Dimiccoli Mariella, Wendt Herwig
IEEE Trans Image Process. 2021;30:1476-1486. doi: 10.1109/TIP.2020.3044448. Epub 2020 Dec 31.
Recently, self-supervised learning has proved to be effective to learn representations of events suitable for temporal segmentation in image sequences, where events are understood as sets of temporally adjacent images that are semantically perceived as a whole. However, although this approach does not require expensive manual annotations, it is data hungry and suffers from domain adaptation problems. As an alternative, in this work, we propose a novel approach for learning event representations named Dynamic Graph Embedding (DGE). The assumption underlying our model is that a sequence of images can be represented by a graph that encodes both semantic and temporal similarity. The key novelty of DGE is to learn jointly the graph and its graph embedding. At its core, DGE works by iterating over two steps: 1) updating the graph representing the semantic and temporal similarity of the data based on the current data representation, and 2) updating the data representation to take into account the current data graph structure. The main advantage of DGE over state-of-the-art self-supervised approaches is that it does not require any training set, but instead learns iteratively from the data itself a low-dimensional embedding that reflects their temporal and semantic similarity. Experimental results on two benchmark datasets of real image sequences captured at regular time intervals demonstrate that the proposed DGE leads to event representations effective for temporal segmentation. In particular, it achieves robust temporal segmentation on the EDUBSeg and EDUBSeg-Desc benchmark datasets, outperforming the state of the art. Additional experiments on two Human Motion Segmentation benchmark datasets demonstrate the generalization capabilities of the proposed DGE.

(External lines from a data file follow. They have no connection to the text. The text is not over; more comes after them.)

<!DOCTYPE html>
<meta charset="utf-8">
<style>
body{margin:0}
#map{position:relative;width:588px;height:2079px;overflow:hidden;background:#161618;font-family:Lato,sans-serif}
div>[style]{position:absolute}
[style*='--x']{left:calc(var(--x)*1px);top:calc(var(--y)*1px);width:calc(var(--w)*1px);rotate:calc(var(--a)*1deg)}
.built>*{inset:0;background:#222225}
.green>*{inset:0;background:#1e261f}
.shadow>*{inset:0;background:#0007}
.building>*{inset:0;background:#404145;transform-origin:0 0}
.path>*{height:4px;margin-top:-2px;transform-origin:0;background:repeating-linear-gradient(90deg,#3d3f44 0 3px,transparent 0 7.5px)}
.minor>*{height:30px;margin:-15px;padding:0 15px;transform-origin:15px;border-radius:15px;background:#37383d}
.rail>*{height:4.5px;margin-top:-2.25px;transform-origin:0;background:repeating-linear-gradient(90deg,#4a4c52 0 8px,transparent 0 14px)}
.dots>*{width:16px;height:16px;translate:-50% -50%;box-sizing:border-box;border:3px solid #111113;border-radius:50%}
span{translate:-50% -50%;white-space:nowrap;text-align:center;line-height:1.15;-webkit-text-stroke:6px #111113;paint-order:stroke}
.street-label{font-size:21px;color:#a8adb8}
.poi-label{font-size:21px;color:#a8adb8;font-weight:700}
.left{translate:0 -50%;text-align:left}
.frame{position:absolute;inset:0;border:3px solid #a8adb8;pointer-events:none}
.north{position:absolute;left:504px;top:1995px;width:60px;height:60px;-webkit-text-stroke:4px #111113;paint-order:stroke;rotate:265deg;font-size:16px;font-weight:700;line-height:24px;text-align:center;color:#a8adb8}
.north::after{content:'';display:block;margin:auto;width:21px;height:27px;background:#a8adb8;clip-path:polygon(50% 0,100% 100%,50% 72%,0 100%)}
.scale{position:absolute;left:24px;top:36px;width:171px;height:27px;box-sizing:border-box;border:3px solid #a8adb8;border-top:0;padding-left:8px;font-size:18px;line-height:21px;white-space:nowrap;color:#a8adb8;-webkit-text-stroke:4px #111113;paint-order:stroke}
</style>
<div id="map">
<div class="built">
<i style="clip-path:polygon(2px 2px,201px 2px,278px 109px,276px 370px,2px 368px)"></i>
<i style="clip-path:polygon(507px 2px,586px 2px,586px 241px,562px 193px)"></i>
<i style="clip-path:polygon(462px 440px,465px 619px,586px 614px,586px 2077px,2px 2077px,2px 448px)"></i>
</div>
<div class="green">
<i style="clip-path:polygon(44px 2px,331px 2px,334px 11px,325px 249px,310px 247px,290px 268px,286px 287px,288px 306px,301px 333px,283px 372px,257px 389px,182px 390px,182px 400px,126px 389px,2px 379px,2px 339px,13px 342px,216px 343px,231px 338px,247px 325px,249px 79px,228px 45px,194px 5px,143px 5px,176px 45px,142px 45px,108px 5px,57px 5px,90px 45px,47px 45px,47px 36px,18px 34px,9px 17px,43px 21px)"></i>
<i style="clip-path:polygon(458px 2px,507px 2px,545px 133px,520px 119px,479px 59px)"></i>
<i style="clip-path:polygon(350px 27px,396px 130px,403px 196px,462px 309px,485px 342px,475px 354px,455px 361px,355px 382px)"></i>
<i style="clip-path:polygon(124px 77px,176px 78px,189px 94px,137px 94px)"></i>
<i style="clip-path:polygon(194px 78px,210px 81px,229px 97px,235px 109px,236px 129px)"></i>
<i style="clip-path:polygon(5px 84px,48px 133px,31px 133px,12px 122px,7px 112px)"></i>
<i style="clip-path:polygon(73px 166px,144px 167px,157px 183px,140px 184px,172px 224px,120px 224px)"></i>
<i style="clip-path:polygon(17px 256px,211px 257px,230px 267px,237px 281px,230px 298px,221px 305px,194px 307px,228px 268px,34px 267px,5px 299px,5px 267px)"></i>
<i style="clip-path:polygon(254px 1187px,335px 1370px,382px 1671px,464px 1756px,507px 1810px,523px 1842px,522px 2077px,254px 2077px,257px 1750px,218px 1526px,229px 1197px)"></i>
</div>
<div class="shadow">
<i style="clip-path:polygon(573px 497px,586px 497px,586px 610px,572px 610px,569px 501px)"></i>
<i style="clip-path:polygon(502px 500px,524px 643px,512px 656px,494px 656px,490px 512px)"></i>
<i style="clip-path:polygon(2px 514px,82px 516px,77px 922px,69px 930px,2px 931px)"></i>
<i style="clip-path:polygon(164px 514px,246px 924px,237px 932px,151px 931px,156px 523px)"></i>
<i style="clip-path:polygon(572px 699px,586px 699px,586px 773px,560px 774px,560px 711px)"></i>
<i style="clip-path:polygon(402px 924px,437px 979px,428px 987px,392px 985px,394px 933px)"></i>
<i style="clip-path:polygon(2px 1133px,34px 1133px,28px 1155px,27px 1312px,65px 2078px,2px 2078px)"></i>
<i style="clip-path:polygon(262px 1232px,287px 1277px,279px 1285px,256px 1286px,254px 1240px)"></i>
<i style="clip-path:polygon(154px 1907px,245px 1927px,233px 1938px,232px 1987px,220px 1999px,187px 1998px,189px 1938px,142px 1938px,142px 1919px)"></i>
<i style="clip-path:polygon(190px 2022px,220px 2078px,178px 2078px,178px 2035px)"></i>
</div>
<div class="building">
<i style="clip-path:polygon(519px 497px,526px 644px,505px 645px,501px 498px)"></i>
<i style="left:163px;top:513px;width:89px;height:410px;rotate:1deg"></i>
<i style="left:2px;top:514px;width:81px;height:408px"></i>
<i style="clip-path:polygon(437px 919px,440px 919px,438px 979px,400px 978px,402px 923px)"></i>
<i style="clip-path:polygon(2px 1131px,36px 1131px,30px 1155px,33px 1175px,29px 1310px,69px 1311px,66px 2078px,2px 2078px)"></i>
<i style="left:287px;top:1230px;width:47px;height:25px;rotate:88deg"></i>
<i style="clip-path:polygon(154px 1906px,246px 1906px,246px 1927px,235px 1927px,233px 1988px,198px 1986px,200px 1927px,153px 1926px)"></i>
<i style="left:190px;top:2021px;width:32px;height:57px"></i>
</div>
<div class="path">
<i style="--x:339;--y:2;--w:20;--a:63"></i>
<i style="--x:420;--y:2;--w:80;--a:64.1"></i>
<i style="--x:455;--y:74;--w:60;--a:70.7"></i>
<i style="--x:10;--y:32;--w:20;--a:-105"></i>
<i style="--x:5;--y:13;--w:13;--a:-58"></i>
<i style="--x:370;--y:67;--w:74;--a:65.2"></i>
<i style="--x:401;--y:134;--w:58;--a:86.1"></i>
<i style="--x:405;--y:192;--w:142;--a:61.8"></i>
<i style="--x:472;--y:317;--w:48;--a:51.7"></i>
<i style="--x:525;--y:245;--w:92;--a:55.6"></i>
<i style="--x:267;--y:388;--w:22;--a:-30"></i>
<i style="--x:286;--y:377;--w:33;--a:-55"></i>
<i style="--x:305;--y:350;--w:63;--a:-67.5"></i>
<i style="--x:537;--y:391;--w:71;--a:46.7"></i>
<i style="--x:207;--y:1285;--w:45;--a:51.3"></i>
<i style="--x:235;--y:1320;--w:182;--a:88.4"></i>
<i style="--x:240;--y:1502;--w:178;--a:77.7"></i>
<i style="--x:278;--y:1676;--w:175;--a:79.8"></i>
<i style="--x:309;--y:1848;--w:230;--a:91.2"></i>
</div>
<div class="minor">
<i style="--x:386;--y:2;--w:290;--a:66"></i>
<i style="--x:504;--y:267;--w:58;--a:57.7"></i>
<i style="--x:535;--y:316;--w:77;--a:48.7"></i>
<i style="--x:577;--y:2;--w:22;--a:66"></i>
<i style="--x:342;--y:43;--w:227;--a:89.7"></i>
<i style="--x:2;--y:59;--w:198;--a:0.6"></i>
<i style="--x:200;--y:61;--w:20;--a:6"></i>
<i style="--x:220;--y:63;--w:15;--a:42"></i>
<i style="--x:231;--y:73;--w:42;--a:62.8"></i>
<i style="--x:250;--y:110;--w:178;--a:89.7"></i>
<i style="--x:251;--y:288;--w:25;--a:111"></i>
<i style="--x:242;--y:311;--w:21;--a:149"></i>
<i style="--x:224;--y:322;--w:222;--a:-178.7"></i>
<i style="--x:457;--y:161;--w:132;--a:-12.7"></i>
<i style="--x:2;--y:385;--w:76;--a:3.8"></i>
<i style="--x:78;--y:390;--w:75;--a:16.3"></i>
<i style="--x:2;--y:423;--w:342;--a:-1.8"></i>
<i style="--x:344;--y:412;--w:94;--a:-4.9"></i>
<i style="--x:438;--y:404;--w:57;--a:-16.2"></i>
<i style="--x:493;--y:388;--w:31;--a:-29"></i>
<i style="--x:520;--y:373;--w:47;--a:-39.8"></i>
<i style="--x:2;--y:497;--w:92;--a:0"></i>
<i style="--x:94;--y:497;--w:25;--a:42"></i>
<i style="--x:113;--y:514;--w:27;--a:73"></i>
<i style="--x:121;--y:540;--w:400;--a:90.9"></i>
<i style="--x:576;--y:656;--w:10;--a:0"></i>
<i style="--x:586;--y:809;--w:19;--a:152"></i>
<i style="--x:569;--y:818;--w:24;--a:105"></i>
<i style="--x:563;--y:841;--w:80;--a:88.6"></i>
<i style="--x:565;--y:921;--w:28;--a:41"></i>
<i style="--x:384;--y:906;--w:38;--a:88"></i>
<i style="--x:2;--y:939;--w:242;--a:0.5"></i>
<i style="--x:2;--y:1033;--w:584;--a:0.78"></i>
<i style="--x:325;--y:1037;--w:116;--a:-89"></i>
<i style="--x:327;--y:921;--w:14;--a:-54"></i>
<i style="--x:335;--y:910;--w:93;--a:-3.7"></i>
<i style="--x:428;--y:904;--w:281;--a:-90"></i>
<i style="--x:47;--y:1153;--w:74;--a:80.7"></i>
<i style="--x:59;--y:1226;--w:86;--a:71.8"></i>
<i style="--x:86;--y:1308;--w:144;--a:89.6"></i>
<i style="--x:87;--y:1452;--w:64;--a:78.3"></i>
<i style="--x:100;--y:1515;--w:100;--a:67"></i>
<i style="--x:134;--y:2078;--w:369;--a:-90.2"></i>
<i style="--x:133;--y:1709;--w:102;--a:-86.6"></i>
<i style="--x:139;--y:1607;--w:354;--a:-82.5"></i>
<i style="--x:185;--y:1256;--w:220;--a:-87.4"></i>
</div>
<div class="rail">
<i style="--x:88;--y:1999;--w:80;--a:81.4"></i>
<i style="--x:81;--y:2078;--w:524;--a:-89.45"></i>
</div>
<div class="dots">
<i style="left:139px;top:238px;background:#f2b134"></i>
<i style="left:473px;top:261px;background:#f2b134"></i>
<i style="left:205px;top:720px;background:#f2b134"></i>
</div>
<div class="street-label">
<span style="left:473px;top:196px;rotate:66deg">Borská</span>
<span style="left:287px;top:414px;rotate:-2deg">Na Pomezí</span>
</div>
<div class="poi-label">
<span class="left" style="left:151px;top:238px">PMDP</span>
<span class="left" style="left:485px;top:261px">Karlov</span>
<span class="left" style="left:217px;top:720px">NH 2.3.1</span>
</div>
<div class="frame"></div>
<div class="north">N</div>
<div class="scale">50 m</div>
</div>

最近,自监督学习已被证明在学习适用于图像序列中时间分割的事件表示方面是有效的,其中事件被理解为在时间上相邻且在语义上被视为一个整体的图像集合。然而,尽管这种方法不需要昂贵的人工标注,但它对数据要求很高,并且存在领域适应问题。作为一种替代方法,在这项工作中,我们提出了一种名为动态图嵌入(DGE)的学习事件表示的新方法。我们模型的基本假设是,图像序列可以由一个编码语义和时间相似性的图来表示。DGE的关键新颖之处在于联合学习图及其图嵌入。其核心是,DGE通过迭代两个步骤来工作:1)基于当前的数据表示更新表示数据语义和时间相似性的图,2)更新数据表示以考虑当前的数据图结构。DGE相对于现有自监督方法的主要优势在于它不需要任何训练集,而是从数据本身迭代学习一个反映其时间和语义相似性的低维嵌入。在以固定时间间隔捕获的真实图像序列的两个基准数据集上的实验结果表明,所提出的DGE能够生成对时间分割有效的事件表示。特别是,它在EDUBSeg和EDUBSeg-Desc基准数据集上实现了稳健的时间分割,性能优于现有技术。在两个人体运动分割基准数据集上的额外实验证明了所提出的DGE的泛化能力。